For each line of the listing that holds "Format", show the full line.

--- RECORD SET ---

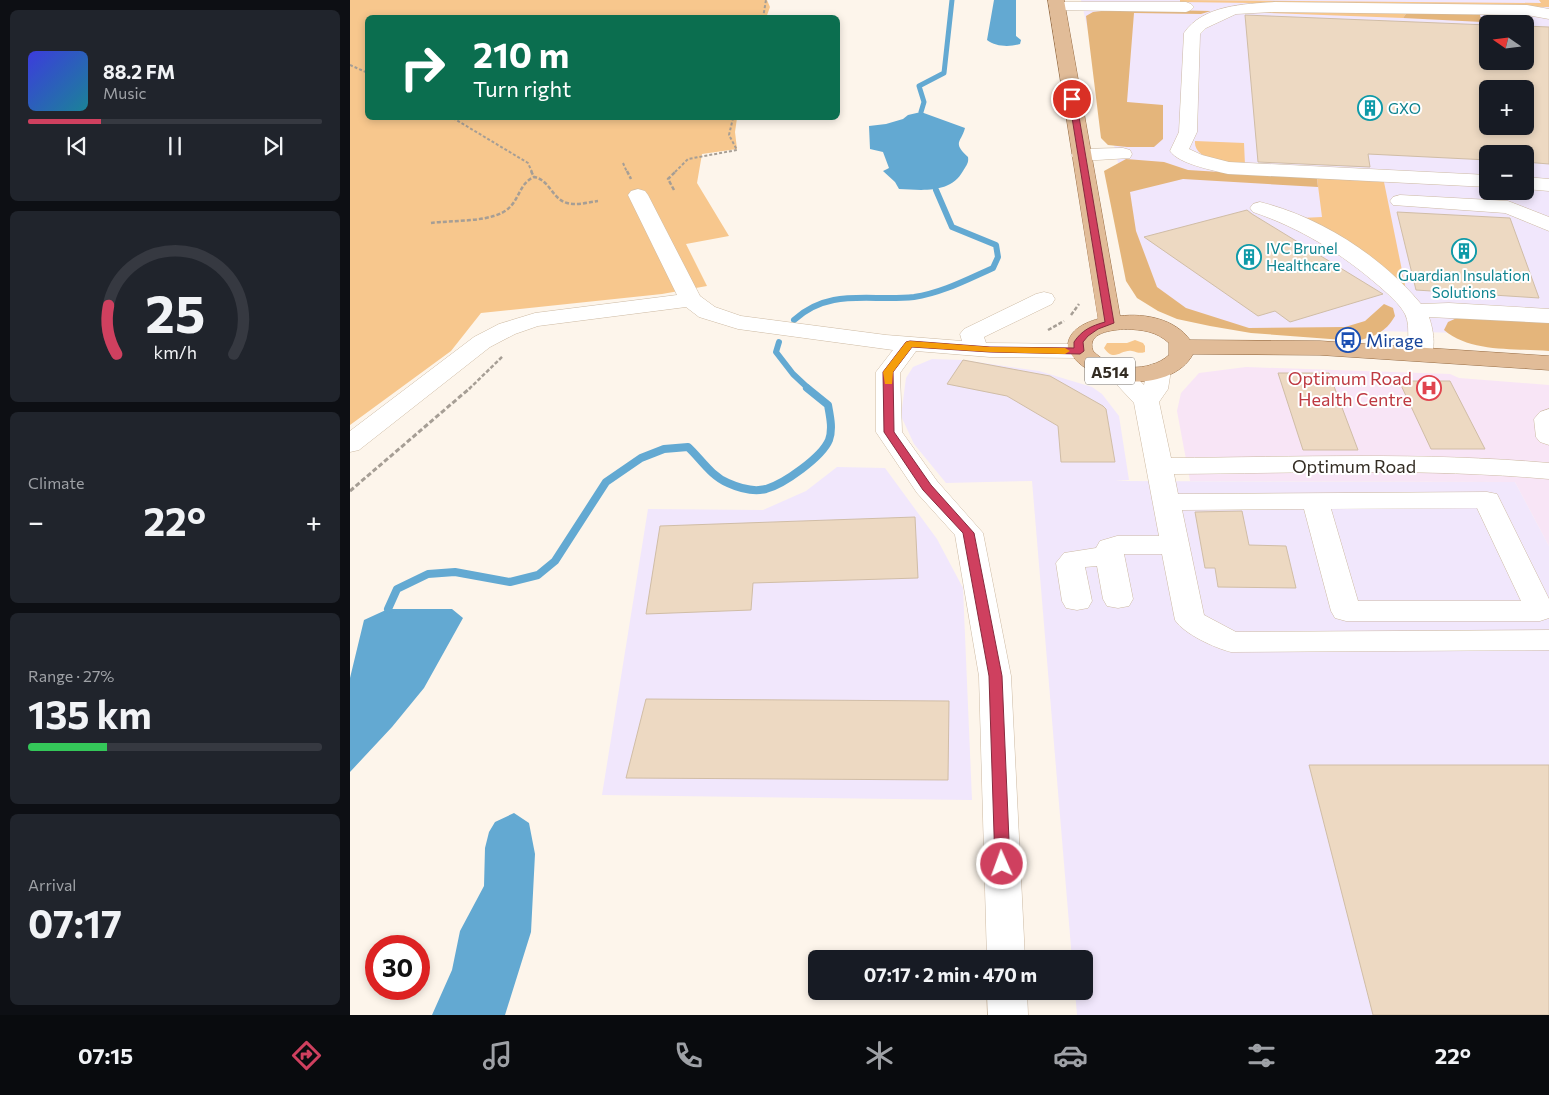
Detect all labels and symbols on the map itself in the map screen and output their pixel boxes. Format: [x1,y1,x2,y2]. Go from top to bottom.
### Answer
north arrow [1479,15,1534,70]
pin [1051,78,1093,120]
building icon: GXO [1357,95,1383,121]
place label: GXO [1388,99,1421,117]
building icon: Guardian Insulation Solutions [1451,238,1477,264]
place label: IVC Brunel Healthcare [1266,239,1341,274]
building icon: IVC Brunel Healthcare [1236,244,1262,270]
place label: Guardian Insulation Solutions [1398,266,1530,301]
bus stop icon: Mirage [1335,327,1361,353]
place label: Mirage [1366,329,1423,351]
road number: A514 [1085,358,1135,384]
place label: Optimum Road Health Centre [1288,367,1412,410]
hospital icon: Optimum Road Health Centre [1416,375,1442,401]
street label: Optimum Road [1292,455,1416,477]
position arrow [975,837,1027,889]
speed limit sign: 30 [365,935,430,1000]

---
--- RECORD SET ---

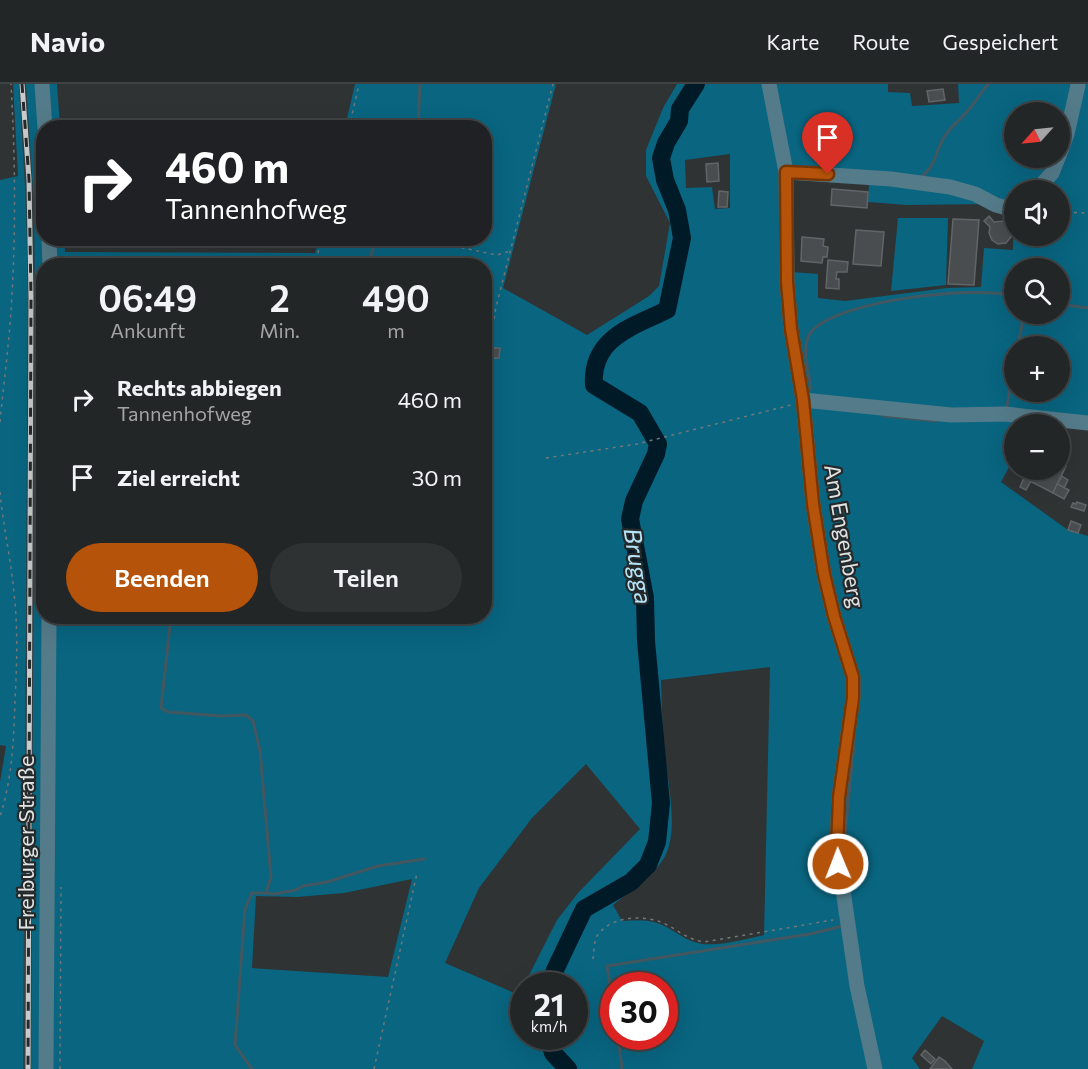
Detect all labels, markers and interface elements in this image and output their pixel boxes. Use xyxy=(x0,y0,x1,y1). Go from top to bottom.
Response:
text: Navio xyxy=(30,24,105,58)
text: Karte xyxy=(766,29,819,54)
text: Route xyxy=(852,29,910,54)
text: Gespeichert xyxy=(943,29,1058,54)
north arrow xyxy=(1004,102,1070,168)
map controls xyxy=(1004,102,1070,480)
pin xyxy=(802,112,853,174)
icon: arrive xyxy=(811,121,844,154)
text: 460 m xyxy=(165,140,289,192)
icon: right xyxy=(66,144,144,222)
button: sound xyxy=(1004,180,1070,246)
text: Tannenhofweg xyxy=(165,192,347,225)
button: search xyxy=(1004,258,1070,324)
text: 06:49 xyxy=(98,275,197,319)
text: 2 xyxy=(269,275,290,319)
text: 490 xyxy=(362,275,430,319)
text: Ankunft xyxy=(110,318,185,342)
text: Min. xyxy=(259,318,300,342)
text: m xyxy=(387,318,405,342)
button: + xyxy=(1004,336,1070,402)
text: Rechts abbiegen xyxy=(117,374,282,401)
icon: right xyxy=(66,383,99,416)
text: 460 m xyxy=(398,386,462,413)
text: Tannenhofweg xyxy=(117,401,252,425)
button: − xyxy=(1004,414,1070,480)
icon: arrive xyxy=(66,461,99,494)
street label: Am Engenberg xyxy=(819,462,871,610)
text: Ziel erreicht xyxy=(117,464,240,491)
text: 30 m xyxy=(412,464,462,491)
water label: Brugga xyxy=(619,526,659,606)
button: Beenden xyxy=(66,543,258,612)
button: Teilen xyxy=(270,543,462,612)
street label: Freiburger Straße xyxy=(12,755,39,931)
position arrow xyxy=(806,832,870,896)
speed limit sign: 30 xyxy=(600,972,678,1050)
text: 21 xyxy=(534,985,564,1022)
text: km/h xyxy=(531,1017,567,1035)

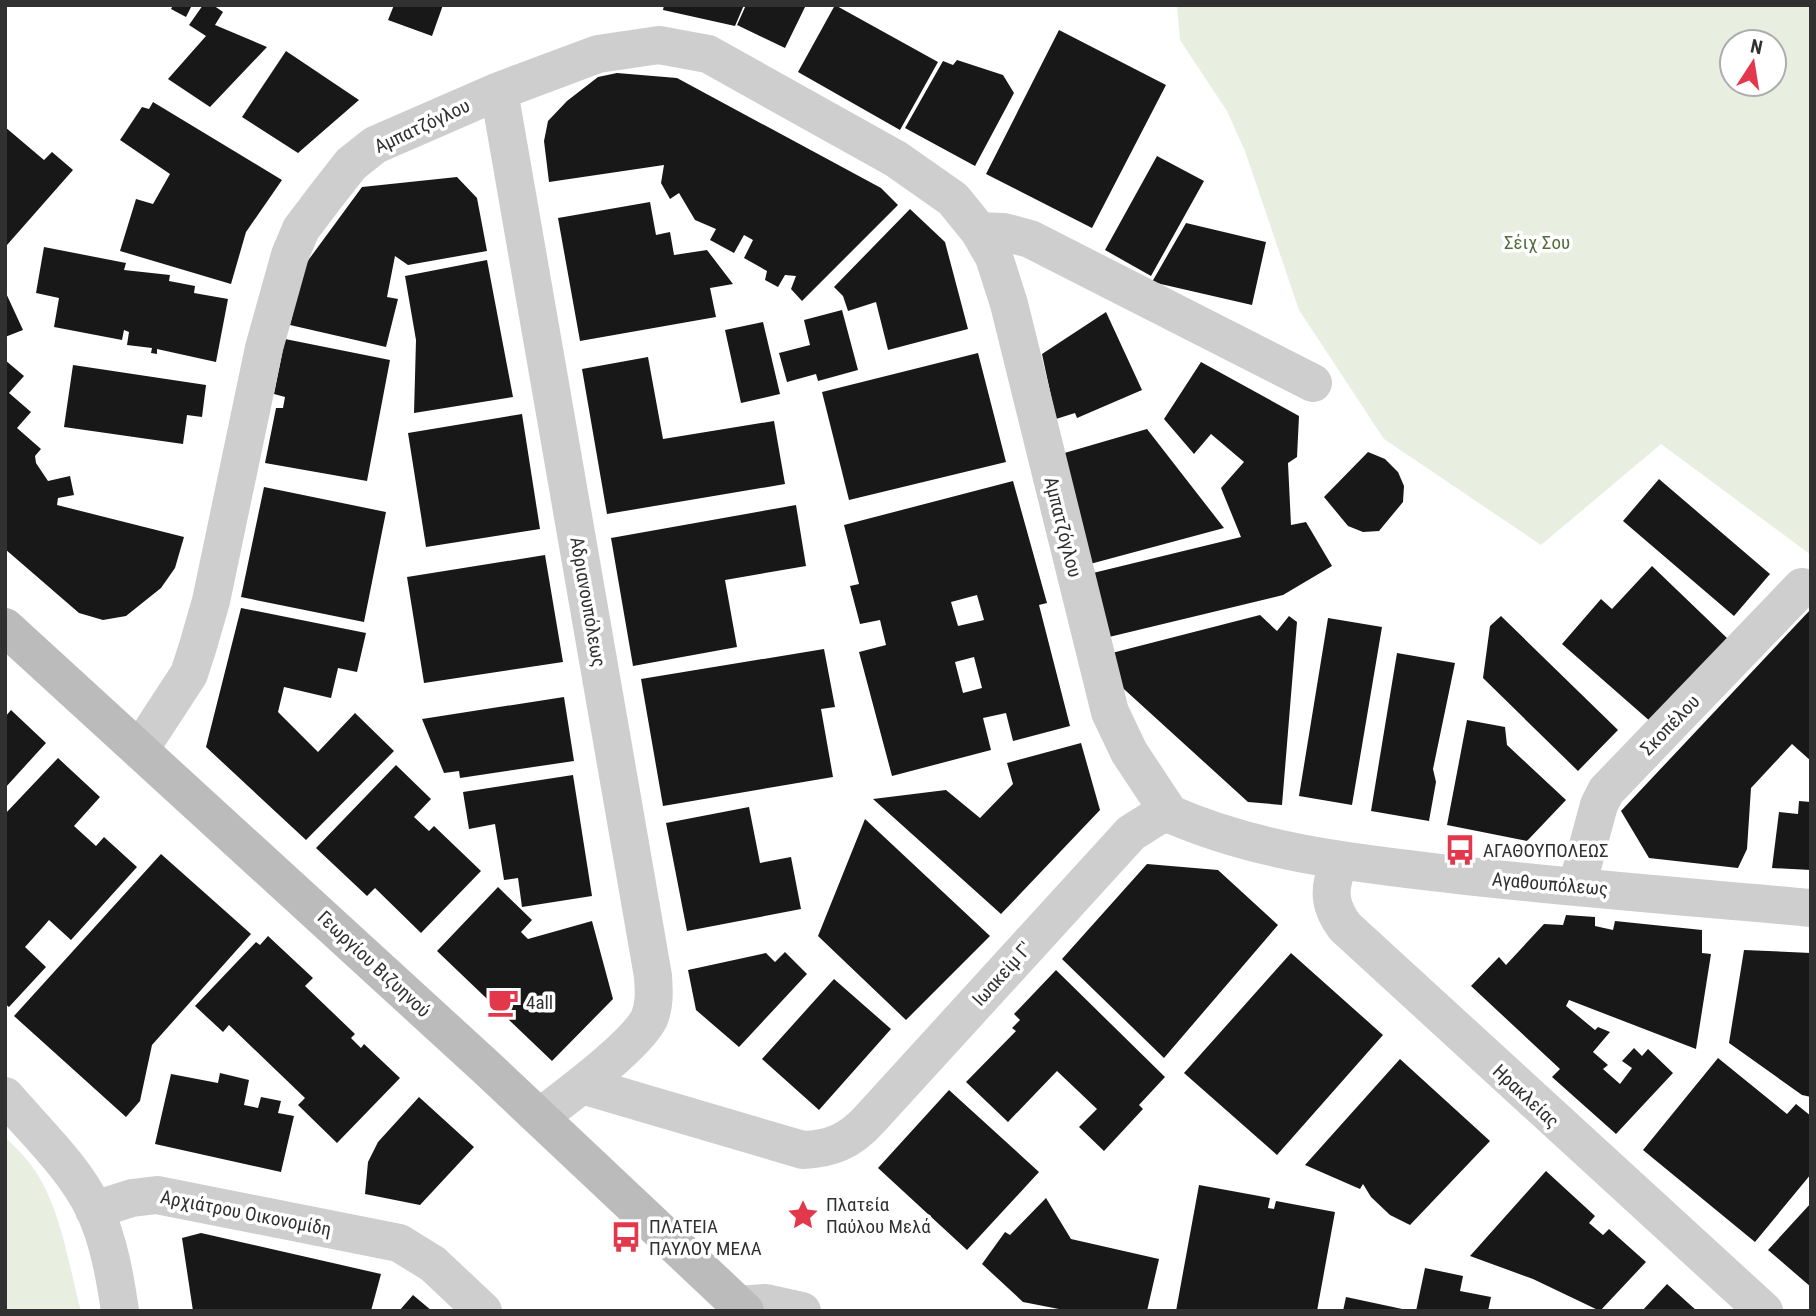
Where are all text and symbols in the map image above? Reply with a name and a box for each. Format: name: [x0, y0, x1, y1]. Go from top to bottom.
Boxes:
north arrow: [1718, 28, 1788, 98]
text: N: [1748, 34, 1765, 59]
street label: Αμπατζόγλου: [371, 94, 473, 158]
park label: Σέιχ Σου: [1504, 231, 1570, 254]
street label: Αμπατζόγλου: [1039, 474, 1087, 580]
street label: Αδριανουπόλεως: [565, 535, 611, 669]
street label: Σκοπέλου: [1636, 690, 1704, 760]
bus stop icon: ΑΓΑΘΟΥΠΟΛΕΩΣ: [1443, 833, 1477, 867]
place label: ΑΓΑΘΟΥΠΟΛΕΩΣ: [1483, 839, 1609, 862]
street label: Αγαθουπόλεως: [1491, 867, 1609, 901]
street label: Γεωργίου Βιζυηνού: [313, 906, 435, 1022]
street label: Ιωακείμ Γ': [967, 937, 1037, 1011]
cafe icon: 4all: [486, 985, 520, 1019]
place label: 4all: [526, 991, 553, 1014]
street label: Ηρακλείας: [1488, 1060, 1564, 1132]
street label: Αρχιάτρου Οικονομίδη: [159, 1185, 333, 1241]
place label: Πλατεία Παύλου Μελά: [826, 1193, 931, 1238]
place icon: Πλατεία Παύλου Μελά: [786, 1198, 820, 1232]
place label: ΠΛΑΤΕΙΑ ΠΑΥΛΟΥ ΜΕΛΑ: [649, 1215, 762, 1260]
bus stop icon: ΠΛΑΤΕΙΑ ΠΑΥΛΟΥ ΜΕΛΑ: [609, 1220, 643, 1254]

---
--- RECORD SET ---

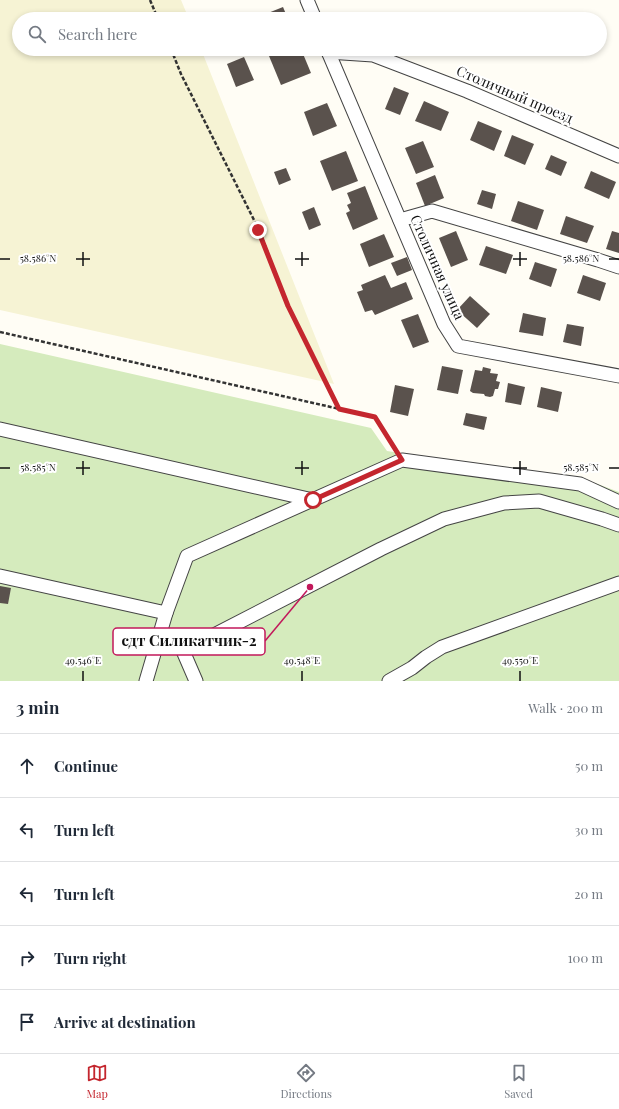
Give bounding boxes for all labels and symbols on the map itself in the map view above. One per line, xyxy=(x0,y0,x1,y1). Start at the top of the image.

---

### ANSWER SPACE
Detect all labels and symbols on the map itself in the map screen and output their pixel boxes. Format: [x1,y1,x2,y2]. Go from top to bottom.
Where are all text and symbols in the map image above? Reply with a name and a box for each. Format: name: [x0, y0, x1, y1]. Go from top to bottom.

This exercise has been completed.